Spring 2024

Tongues of Men and Angels

By Janice Northerns

Daddy prayed for rain and the world’s end,
but on the back pew of a white-washed
cinderblock church, I begged only to lose
my virginity before the Second Coming.

Though I’d been told I was the Bride of Christ,
it seemed a sin to rise to heaven at trumpet’s
last call, leaving all those beautiful boys:
the high school principal’s son

who’d kissed me behind the door
of his dad’s office; our preacher’s
teenaged offspring, his hard-muscled
arm now slung across the pew back

before me, inviting my touch; the young
traveling evangelist who last summer
laid hands on me, casting out the demon
of lust.
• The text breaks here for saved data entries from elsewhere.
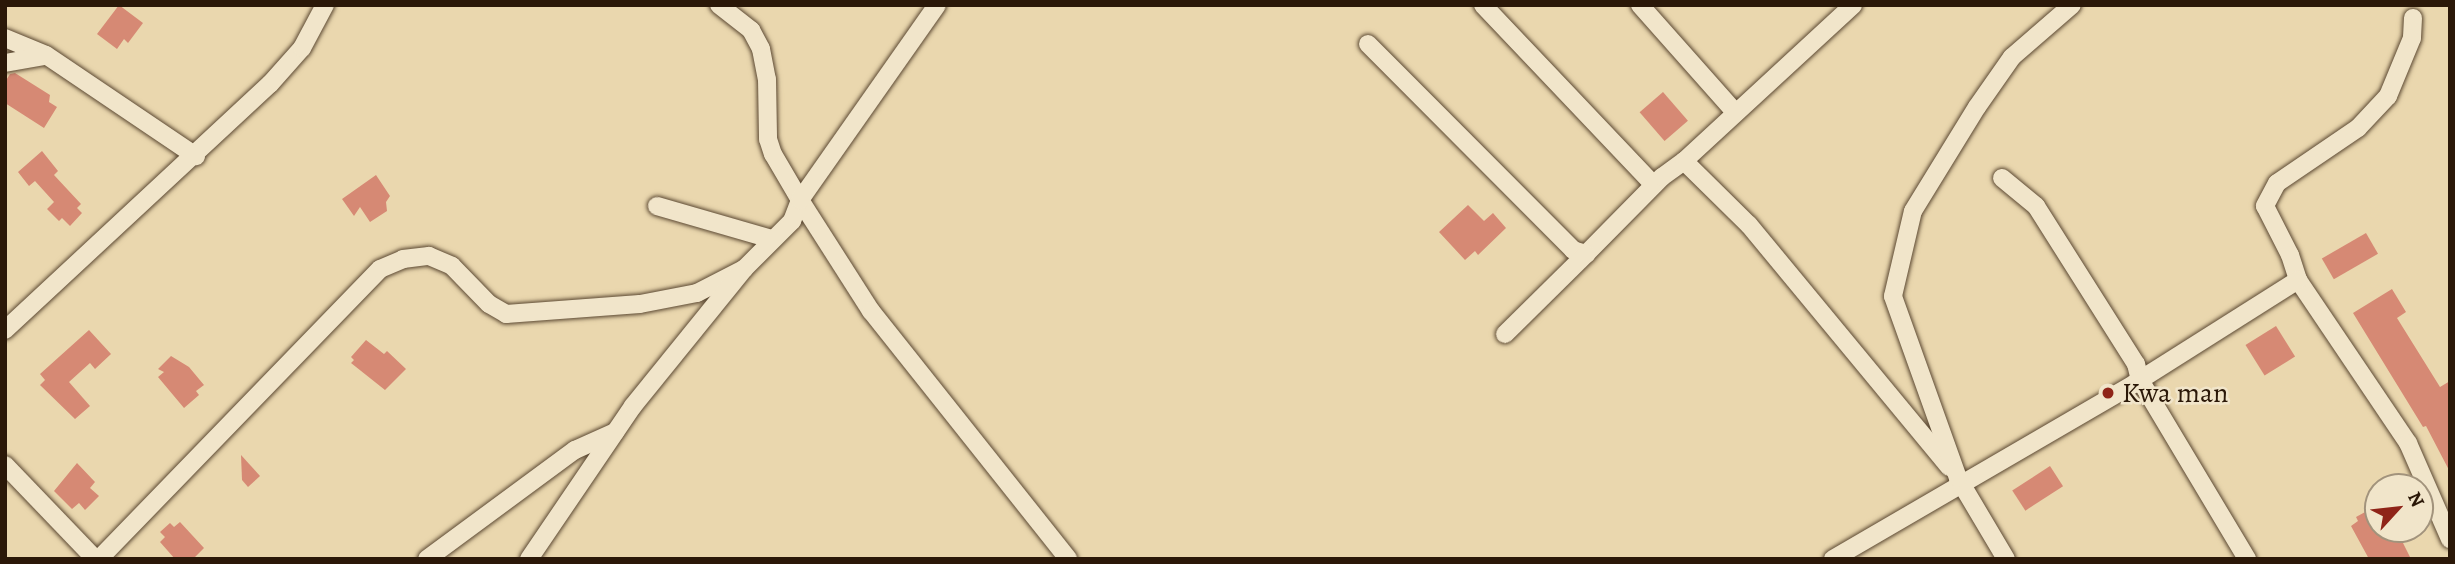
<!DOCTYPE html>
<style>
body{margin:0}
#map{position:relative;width:2455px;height:564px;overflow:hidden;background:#ead7ae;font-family:Alegreya,serif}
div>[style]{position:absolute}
.building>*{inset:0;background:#d68974;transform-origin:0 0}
.roads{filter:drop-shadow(0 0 2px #5b4832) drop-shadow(0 0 2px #5b4832)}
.street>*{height:18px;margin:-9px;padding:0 9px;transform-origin:9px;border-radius:9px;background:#f1e5ca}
.dots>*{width:19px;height:19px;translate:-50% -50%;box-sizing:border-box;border:4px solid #f1e5ca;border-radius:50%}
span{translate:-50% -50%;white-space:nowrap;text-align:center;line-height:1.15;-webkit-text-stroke:5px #f1e5ca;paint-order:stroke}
.poi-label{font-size:28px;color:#2b1808}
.left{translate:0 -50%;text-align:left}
.frame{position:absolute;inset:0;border:7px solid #2b1808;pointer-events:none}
.north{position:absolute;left:2364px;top:473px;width:70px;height:70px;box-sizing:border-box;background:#f1e5ca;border:2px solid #a2937c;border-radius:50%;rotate:63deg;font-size:19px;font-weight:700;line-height:28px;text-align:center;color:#2b1808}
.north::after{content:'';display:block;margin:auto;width:24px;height:32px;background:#8f2418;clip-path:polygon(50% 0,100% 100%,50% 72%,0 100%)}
</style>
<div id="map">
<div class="building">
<i style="clip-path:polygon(119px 5px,143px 23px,128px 43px,124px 39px,117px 49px,97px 34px)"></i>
<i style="clip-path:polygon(15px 73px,50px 95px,49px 102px,57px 107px,44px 128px,5px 103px,5px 82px,10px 74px)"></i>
<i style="left:1663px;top:92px;width:38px;height:31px;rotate:49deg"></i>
<i style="clip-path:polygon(42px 151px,58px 171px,54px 175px,81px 204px,77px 208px,82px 213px,70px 226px,62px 218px,59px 221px,47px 209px,54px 202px,35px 181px,29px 186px,18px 172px)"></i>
<i style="clip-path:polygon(376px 175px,390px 196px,386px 202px,387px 211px,370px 222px,360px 207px,354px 216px,342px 199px)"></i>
<i style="clip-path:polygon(1468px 205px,1484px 221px,1493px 213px,1506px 228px,1478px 255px,1475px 251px,1465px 260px,1439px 232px)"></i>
<i style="left:2366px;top:233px;width:24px;height:51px;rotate:60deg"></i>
<i style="clip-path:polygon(2392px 289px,2406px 312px,2397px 318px,2440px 387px,2450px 381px,2450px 472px,2426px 426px,2423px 427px,2353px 313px)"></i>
<i style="left:2276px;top:326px;width:36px;height:36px;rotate:58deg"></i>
<i style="clip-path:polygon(89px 330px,111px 354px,95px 369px,90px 363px,69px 382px,90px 406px,75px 419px,40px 385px,45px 380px,40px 374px)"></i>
<i style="clip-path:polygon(366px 340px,384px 354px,387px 351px,406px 369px,385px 390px,351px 363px,354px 360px,351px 357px)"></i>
<i style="clip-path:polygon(171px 356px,189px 367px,204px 385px,196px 391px,199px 395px,184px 408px,158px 377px,164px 372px,158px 369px)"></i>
<i style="clip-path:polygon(241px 455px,260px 476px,248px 487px,242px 480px)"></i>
<i style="clip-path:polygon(77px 463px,95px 482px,90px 488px,99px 496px,85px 510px,79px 503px,72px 509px,54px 491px)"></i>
<i style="left:2050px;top:466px;width:24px;height:45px;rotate:57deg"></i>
<i style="clip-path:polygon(2378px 505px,2378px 529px,2418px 529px,2401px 539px,2411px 559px,2369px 559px,2351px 526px,2358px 521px,2356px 517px)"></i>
<i style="clip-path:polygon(180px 522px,204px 548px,193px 559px,175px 559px,160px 542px,165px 537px,160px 532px,170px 523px,174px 527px)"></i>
</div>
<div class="roads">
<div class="street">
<i style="left:719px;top:5px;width:41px;rotate:38deg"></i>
<i style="left:751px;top:30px;width:21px;rotate:62deg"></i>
<i style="left:761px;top:49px;width:31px;rotate:79deg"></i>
<i style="left:767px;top:79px;width:60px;rotate:89deg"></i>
<i style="left:768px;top:139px;width:16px;rotate:72deg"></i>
<i style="left:773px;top:154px;width:53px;rotate:59.6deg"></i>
<i style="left:800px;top:200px;width:132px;rotate:57.4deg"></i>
<i style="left:871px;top:311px;width:317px;rotate:51.5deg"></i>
<i style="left:1483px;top:5px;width:248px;rotate:46.5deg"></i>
<i style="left:1640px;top:5px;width:144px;rotate:48.4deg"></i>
<i style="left:2413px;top:18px;width:20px;rotate:93deg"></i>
<i style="left:2412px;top:38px;width:63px;rotate:112.5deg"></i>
<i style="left:2388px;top:96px;width:44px;rotate:133.2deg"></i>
<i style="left:2358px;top:128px;width:98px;rotate:145.8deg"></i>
<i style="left:2277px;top:183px;width:26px;rotate:118deg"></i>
<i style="left:2265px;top:206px;width:55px;rotate:63deg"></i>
<i style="left:2290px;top:255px;width:26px;rotate:72deg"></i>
<i style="left:2298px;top:280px;width:197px;rotate:56deg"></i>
<i style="left:2408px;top:443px;width:105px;rotate:66.4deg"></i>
<i style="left:5px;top:38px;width:44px;rotate:22.5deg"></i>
<i style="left:46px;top:55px;width:181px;rotate:34deg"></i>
<i style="left:1368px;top:44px;width:291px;rotate:45.1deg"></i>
<i style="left:1573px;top:250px;width:14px;rotate:17deg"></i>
<i style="left:1586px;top:254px;width:108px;rotate:-45.4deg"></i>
<i style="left:1662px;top:177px;width:27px;rotate:-36deg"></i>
<i style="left:1684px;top:161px;width:230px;rotate:-42.7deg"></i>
<i style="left:5px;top:63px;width:39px;rotate:-10deg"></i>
<i style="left:1684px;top:161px;width:91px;rotate:44.6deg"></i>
<i style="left:1749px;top:225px;width:314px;rotate:50.4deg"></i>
<i style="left:2002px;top:178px;width:44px;rotate:39.5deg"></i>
<i style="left:2036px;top:206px;width:187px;rotate:57.7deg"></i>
<i style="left:2136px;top:364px;width:16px;rotate:76deg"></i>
<i style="left:2140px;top:380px;width:209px;rotate:59.1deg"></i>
<i style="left:657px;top:206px;width:119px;rotate:16.1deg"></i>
<i style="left:5px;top:330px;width:362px;rotate:-42.9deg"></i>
<i style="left:270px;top:84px;width:48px;rotate:-48.4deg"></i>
<i style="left:302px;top:48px;width:49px;rotate:-61.9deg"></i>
<i style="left:1505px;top:334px;width:114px;rotate:-44.6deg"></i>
<i style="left:5px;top:465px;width:130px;rotate:46.2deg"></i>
<i style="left:99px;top:559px;width:404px;rotate:-45.9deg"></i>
<i style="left:380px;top:269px;width:25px;rotate:-23deg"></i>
<i style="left:403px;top:259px;width:26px;rotate:-7deg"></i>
<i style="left:429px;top:256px;width:25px;rotate:23deg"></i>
<i style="left:452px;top:266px;width:53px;rotate:45.8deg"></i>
<i style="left:489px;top:304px;width:20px;rotate:30deg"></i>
<i style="left:506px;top:314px;width:134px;rotate:-4.3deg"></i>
<i style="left:640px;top:304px;width:58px;rotate:-10.9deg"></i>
<i style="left:697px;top:293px;width:53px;rotate:-27.1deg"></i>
<i style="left:427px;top:559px;width:184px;rotate:-36.4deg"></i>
<i style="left:575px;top:450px;width:44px;rotate:-24.2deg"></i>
<i style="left:529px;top:559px;width:185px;rotate:-55.8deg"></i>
<i style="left:633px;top:406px;width:176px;rotate:-51deg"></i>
<i style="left:744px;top:269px;width:68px;rotate:-45deg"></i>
<i style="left:792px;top:221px;width:22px;rotate:-69deg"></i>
<i style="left:800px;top:200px;width:238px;rotate:-54.9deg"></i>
<i style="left:1833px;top:559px;width:350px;rotate:-30.2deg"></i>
<i style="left:2135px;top:383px;width:193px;rotate:-32.3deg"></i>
<i style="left:2006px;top:559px;width:94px;rotate:-120.7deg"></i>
<i style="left:1958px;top:478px;width:193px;rotate:-109.7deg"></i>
<i style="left:1893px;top:296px;width:87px;rotate:-76.8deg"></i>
<i style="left:1913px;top:211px;width:122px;rotate:-58.4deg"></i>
<i style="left:1977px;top:107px;width:61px;rotate:-55deg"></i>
<i style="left:2012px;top:57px;width:79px;rotate:-40.9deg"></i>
</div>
</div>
<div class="dots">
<i style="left:2108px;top:393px;background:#8f2418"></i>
</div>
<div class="poi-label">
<span class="left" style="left:2122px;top:393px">Kwa man</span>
</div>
<div class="frame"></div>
<div class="north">N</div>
</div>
How to confess I did not want it gone?

I suffered through Sunday night altar calls,
endless choruses pumped on the organ
as the minister pleaded with us to come to Jesus:
“All ye that are heavy laden, come!”

Oh, how I wanted to come,
but not to Jesus, and certainly not
as he peered down from above,
like some omnipotent Peeping Tom.

Each night I prayed, but not for tongues
of angels to set my soul afire. No, I longed
only for a slightly better acquaintance
with the tongues of men.


A native Texan, Janice Northerns now lives in southwest Kansas with her husband and two dogs. Her poems have appeared in The Laurel Review, Chariton Review, Roanoke Review, Southwestern American Literature, descant, Cold Mountain Review, and elsewhere. Her awards include a writing residency from Brush Creek Foundation for the Arts, a Tennessee Williams scholarship to the Sewanee Writers’ Conference, second place in Southwest Review’s 2017 Marr Poetry Contest, and the Robert S. Newton Creative Writing Award from Texas Tech University.